I was talking to someone recently about the work of The Quest. I had mentioned ‘shame’ as part of my response to a question he’d asked. “I do not feel ashamed about being gay”, he said very firmly, before I could finish my sentence.
It’s a response I’ve heard from a few people when I have mentioned “Shame” and “Gay” in the same sentence. In this particular conversation, I responded by mentioning the work of Dr Brené Brown, who defines shame as “the fear of disconnection”. I explained that, according to Brené, the majority of the population feels shame, which can be triggered for a variety of reasons because, as she and many others have said, “we are wired for connection”. Brené goes on to say that “when we stop caring about what people think, we lose our capacity for connection.” He was not buying it and the conversation soon moved onto other topics. As I left that evening, I found myself replaying the dialogue over and over. The word ‘ashamed’ had struck a cord and I could not get it out of my mind.
I mentioned the conversation in my supervision session a few weeks later. I asked my supervisor about the difference between ‘feeling ashamed’ and ‘feeling shame’. My supervisor paused and then said that she needed to double-check the definition of ‘ashamed’. The synonyms that came up were – apologetic, remorseful, mortified, humiliated. She said that Brené’s full definition of shame was “the intensely painful feeling or experience of believing that we are flawed and therefore unworthy of love and belonging”. She explained that, looking at the definition of ‘ashamed’ and ‘shame’, there was a clear distinction – that it was possible not to feel ashamed, but to feel shame.

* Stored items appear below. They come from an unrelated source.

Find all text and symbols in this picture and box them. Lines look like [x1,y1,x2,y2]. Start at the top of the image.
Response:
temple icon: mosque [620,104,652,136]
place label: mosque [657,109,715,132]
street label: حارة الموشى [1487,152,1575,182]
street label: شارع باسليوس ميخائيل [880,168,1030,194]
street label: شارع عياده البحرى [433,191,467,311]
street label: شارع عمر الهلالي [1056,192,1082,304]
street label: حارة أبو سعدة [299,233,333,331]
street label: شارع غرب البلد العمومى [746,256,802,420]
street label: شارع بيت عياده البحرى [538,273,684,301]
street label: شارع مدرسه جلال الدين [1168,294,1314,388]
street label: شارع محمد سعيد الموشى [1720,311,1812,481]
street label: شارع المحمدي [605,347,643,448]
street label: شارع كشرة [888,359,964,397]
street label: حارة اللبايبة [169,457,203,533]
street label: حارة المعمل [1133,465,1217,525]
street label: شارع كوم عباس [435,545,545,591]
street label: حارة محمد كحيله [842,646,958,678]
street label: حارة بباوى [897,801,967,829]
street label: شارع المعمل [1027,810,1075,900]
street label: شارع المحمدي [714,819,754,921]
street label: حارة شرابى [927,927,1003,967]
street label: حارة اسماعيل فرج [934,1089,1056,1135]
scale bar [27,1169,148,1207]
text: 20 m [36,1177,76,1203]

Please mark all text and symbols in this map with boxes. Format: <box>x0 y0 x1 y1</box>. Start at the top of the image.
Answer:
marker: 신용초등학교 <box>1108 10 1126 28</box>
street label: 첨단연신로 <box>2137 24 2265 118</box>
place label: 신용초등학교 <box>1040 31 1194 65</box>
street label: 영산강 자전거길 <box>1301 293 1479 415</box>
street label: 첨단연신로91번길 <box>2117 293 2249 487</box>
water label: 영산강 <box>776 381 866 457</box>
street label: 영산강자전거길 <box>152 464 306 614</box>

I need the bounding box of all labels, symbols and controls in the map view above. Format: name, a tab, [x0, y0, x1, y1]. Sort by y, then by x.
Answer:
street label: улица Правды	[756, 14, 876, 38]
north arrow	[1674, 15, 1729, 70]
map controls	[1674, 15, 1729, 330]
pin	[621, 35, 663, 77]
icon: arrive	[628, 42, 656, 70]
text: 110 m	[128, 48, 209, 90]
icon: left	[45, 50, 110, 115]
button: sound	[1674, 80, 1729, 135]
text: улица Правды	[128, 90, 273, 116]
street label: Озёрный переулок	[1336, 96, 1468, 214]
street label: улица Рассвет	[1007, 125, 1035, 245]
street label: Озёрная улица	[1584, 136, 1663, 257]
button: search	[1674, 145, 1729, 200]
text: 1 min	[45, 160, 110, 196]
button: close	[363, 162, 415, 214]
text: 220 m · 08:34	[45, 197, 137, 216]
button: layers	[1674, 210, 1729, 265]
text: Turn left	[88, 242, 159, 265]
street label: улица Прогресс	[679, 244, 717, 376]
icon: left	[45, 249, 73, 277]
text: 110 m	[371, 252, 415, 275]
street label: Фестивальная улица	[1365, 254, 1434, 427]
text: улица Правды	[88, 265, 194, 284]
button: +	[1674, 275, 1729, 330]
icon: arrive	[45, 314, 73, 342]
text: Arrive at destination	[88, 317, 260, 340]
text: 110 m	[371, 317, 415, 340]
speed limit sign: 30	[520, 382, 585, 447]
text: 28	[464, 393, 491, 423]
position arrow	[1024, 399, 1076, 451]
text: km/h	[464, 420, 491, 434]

Those synonyms for ‘ashamed’ made sense. I recounted what had happened when I came out to my mother in my late 20s. One of the things my mother had said a few days after I told her my news was “Are you not ashamed?” I remember very boldly and confidently responding “Of course, I am not ashamed”. And yet, beneath the surface of the feelings triggered as a result of her comment, I felt shame – I felt that “intense feeling and belief that I was not worthy of love and belonging” – as my authentic self. At the end of the exploration with my supervisor, I concluded that it was indeed possible not to feel ashamed, but to feel shame.
When I reflect back on the aftermath of that conversation with my mum, I recognize that I did pretty much do what Brené calls the “hustle for worthiness”. In effect, because I felt this sense of being unworthy of love and belonging (as my authentic self), I developed a practice of pleasing, performing, perfecting and pretending my way to feeling worthy. I went through a phase of where I was going to be the good and compliant son and in return my mother would welcome and accept me. And for a long time it worked – on the surface. Deep down, I still carried those feelings of not being accepted exactly as I was. Those feelings of unworthiness and not being good enough simply lay dormant, waiting to be triggered.
Just the other day, I found myself in a similar conversation with someone else saying, “I don’t feel ashamed and I don’t feel shame”. I felt better equipped this time and instead of giving definitions, I explained by way of anecdote. I told the story of coming out to my mother. “Yes, I get what you are saying, but it does not apply to me. I don’t feel shame”, she responded. A short while later, she grabbed me by the arm and said, “I get it! I do feel shame!” She went on to tell me about how she feels during and after conversations with a particular member of her family – she mentioned being left with feelings of not being good enough and uncomfortable sensations she’d feel in her body. She went on to give me examples of conversations she’d had that left her with those feelings. “I never knew that was shame,” she said, just before we parted.
As I was getting ready to put down my reflections on ‘shame’ and ‘ashamed’, I thought back to that gut response of “I am not ashamed” and “I do not feel shame”. I thought back to what Brené calls the ‘1, 2, 3’ of shame – we all have it, no one wants to talk about it and the less we talk about it, the more we have it. There is indeed something about the word ‘shame’ that often triggers an emotional and mental disassociation. It can feel shaming to have a conversation about shame, and equally shaming to acknowledge feelings of shame. Using ‘shame’ and ‘ashamed’ interchangeably also does not help, because it triggers more shame. And yet, if we do not have these conversations about shame, we never get to explore what lies beneath some of our behaviours.
For those reading this who might be unsure as to whether they ever feel shame, I’d recommend you stay curious and, over the coming week, go on a ‘shame scavenger hunt’ – look for it. In the words of Brené, “if we do not claim shame, shame claims us”.